MY TENSES are getting mixed up. Present or past? Are the convicts still waiting to die, are they dying, or are they already dead?
By now we should already know the fate of the three overseas Filipinos workers (OFWs) who had been condemned and scheduled to die by lethal injection in China on Wednesday. Dying or being killed by lethal injection seems less brutal than OFW Flor Contemplacion’s execution in 1995 in Singapore, which was by the rope. But death as a punishment by any method is brutal, merciless and inhuman. Many democratic nations, the Philippines included, have done away with it. But not China.
I watched someone die by lethal injection in 1999 when the death penalty (which had been outlawed during the administration of President Cory Aquino) was re-imposed and enforced for a few years during the Estrada presidency. I have written about the experience and don’t want to recall the details and write about it again.
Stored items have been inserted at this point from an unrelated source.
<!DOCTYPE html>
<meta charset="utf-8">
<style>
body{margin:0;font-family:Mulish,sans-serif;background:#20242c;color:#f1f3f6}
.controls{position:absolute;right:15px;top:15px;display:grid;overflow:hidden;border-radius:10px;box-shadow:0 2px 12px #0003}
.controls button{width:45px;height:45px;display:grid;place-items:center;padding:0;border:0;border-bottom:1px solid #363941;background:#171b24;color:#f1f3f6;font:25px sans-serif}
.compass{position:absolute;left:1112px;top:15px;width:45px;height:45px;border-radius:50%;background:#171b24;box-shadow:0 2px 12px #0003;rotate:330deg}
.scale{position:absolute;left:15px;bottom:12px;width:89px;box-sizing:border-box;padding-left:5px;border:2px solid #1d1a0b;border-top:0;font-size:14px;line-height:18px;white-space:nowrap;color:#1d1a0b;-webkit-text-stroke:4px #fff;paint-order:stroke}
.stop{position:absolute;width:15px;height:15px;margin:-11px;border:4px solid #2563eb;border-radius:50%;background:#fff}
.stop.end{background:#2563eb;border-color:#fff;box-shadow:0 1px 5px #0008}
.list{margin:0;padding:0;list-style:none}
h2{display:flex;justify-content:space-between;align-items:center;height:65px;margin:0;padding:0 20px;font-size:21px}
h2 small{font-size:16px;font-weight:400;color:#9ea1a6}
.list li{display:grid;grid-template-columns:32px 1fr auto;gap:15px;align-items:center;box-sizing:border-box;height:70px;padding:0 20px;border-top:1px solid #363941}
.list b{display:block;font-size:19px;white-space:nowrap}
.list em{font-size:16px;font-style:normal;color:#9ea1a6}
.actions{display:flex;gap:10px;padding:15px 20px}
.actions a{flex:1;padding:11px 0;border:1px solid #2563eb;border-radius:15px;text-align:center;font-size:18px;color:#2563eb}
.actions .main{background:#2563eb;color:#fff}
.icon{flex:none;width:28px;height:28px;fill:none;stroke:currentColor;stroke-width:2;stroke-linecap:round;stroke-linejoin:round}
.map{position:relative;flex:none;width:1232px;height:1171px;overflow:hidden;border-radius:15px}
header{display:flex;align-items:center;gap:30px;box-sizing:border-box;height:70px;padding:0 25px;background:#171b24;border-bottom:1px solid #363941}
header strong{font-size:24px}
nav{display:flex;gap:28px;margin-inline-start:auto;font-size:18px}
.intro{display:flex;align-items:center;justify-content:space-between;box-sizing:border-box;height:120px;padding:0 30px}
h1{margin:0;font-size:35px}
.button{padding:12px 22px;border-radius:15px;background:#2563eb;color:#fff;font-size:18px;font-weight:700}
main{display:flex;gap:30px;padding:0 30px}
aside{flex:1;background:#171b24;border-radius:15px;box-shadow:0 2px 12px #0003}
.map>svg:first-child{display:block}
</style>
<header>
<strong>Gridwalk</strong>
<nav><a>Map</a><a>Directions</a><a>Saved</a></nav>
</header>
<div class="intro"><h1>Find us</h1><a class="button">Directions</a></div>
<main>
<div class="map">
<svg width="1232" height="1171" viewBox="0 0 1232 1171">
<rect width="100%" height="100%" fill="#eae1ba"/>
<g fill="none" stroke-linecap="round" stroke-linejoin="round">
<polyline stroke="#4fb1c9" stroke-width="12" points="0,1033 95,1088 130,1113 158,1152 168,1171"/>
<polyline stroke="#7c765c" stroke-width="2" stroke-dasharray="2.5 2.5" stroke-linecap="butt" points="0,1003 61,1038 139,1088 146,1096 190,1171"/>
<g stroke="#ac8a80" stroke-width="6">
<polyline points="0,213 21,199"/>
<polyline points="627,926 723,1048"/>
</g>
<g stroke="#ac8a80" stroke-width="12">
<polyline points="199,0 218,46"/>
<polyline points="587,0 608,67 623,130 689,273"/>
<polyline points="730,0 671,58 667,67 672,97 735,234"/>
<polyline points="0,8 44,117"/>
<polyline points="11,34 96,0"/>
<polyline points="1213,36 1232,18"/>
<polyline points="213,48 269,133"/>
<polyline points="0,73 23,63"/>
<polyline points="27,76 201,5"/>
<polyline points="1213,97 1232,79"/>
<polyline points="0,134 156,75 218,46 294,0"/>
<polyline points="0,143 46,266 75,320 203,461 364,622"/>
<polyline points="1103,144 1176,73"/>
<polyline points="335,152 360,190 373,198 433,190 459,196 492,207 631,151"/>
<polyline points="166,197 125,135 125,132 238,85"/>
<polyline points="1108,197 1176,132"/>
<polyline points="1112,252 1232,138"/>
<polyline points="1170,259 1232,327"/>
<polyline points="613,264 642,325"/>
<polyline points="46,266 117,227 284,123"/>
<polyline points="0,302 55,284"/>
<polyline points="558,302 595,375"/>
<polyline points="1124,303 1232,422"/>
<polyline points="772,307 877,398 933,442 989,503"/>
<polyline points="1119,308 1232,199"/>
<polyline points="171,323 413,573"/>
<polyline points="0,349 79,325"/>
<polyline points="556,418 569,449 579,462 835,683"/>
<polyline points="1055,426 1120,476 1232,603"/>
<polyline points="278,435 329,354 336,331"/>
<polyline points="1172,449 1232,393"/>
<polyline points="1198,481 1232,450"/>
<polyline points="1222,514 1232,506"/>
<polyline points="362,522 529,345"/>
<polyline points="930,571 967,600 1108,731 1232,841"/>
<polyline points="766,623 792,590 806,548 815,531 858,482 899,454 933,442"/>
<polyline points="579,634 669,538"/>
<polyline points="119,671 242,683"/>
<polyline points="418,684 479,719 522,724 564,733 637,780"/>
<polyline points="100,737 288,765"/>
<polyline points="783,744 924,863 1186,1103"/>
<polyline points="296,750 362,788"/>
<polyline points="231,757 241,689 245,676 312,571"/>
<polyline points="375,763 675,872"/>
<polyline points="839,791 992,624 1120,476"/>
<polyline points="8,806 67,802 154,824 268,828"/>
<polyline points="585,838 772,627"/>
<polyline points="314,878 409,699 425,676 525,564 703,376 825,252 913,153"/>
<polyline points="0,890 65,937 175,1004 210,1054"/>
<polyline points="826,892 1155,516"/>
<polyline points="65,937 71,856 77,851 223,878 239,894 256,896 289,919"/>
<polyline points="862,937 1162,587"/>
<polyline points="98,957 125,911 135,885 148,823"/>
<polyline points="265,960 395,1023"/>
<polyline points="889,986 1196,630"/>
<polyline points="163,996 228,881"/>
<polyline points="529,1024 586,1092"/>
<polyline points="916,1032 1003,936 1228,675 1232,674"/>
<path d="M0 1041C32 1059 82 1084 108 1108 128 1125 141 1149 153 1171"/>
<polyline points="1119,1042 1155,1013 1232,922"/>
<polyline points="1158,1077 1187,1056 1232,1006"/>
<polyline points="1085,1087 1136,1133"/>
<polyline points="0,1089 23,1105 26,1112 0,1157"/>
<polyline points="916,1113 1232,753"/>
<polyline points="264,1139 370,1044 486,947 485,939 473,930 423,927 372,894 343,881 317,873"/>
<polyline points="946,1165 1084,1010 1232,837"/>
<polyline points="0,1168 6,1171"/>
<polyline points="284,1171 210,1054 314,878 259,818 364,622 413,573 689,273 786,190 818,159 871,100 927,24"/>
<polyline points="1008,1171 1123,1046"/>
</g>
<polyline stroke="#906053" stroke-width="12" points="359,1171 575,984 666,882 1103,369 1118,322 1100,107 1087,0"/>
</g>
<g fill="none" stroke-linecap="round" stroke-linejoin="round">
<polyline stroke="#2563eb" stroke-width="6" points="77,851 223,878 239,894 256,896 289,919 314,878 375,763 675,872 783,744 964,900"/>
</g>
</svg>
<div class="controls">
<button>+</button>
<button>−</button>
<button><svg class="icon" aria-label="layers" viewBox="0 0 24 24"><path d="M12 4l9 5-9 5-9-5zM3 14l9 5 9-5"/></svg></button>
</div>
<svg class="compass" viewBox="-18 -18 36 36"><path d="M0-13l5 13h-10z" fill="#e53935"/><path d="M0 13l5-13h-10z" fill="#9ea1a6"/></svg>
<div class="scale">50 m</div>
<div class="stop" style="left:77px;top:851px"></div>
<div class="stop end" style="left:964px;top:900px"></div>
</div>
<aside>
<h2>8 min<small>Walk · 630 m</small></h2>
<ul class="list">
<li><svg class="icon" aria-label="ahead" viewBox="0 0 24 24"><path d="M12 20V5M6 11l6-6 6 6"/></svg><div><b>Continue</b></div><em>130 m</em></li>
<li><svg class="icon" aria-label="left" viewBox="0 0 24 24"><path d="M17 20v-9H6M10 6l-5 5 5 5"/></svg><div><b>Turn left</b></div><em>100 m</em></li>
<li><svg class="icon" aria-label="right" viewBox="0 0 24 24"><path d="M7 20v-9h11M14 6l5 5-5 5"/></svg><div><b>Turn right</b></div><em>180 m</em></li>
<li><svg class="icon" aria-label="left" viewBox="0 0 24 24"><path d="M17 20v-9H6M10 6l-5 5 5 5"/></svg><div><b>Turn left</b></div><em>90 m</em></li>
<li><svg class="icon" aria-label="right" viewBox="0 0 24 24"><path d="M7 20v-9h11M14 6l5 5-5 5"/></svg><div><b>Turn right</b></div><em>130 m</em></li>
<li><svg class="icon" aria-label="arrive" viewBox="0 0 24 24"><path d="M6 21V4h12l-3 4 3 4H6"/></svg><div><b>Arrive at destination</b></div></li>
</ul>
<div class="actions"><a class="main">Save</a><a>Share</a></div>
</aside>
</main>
Let me just say that it looked like it was straight out of a movie, except that it was real and I was seated a few feet from the sobbing family of the convict and a few meters from the gurney on which the convict was strapped. Good thing there was a glass panel that separated the death chamber and us in the mini gallery.
It is a few minutes to the execution of the three OFWS while I am writing this piece and that scenario at the national penitentiary 12 years ago is beginning to play in my mind. I feel uneasy. I woke up at 4 a.m. and I was hoping to learn from the early morning TV news that the executions were not going to push through or have been deferred. I was disappointed. I prayed—for whatever purpose it may serve.
As a country that continues to send OFWs in the millions, we are never done with our collective mourning for our compatriots who toil in distant places—in deserts and oceans, homes and hospitals, factories and farms, theaters and hotels —and who lose their lives to disasters, disease, accidents, pirates, crime, wars and to their host countries’ lethal laws.
And so it has been this way these past months: earthquake in New Zealand, a package of earthquake, tsunami and nuclear disaster in Japan, war and strife in Egypt, Libya, Tunisia, Yemen, Bahrain, Syria, Jordan, etc., pirates in Somalia, death penalty in China. The list goes on. The Overseas Workers Welfare Administration and the Department of Foreign Affairs, NGOs and church groups serving OFWs can hardly catch their breath, and the embassy personnel in beleaguered countries are under siege for help, protection and intervention.